Rules and General Information
Modeled after the Intercollegiate Ethics Bowl and the National High School Ethics Bowl (Regional and National Competitions), the NJ Middle School Ethics Bowl involves teams of students from grades 5 through 8 analyzing a series of wide-ranging ethical dilemmas.
The Ethics Bowl is about giving an insightful perspective on each case, one that a layperson should be able to follow. The competition values students’ reasoning abilities, so the emphasis is more on the broader ethical implications of the cases and less on a rule-oriented approach. It’s not about memorizing ethical theories or important philosophers, and teams should not focus on citing philosophers or moral theories. Ethics Bowl is designed to promote thoughtful, civil dialogue about difficult questions.
Teams should score highly when they demonstrate good ethical reasoning, clarity about and consistency in their views, and a willingness to engage thoughtfully with points made by the other team.
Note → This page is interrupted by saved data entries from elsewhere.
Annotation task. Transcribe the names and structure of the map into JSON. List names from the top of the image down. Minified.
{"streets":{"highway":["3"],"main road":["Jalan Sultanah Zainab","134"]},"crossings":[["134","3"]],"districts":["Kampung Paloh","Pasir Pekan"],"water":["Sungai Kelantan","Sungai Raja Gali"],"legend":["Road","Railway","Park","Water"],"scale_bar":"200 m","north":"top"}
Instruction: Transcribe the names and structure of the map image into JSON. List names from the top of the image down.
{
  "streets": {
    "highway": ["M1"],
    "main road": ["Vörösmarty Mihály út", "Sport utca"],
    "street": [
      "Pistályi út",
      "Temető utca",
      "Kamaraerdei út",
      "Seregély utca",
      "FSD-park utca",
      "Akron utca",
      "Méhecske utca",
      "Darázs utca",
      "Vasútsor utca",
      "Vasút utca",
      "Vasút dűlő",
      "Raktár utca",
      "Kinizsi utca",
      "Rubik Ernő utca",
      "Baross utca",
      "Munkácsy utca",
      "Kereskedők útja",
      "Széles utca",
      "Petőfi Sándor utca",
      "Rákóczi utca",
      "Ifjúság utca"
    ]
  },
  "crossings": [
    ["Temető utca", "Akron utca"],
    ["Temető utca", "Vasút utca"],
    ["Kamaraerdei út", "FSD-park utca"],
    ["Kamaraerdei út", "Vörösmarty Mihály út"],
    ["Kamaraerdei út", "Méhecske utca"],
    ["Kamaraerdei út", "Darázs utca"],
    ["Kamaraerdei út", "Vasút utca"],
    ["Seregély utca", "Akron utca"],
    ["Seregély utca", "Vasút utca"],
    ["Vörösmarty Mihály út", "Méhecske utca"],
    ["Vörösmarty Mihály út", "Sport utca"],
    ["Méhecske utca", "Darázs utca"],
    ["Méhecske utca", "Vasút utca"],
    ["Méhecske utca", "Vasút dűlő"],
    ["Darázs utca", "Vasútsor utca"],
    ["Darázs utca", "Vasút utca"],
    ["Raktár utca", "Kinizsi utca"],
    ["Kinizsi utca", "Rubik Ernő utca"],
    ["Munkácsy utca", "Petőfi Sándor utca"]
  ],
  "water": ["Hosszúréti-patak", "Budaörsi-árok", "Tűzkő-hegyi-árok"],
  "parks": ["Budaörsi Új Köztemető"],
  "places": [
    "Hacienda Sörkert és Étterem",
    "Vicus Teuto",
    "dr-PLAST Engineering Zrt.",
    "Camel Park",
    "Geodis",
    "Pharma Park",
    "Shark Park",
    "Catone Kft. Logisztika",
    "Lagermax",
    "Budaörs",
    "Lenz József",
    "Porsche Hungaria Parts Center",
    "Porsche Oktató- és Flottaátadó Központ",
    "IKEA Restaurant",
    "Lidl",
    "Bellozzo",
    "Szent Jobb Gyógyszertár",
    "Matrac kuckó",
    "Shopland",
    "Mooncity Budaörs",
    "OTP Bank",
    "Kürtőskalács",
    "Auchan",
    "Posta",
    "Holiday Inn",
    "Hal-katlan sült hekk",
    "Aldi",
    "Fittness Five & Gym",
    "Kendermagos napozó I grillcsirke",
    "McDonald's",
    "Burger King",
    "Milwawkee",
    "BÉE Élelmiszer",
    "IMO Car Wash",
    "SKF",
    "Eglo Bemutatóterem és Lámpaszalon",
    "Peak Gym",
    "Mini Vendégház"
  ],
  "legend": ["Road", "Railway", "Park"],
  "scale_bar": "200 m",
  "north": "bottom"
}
(adapted from the rules for the NJ High School Ethics Bowl, December 2018)
1. For the sake of fairness, judges should be strict in enforcing the time limits during the debates, although the teams should also be allowed to finish their sentences and thoughts. One minute notice is given before time is up.
2. Teams are not allowed to use notes prepared in advance. They are only allowed to take notes during the debate and presentations. Electronic devices are only allowed for keeping track of time.
3. Teams are allowed to present in any way that they want. Whether teams have only one speaker or let all members speak should not influence the judges’ evaluation.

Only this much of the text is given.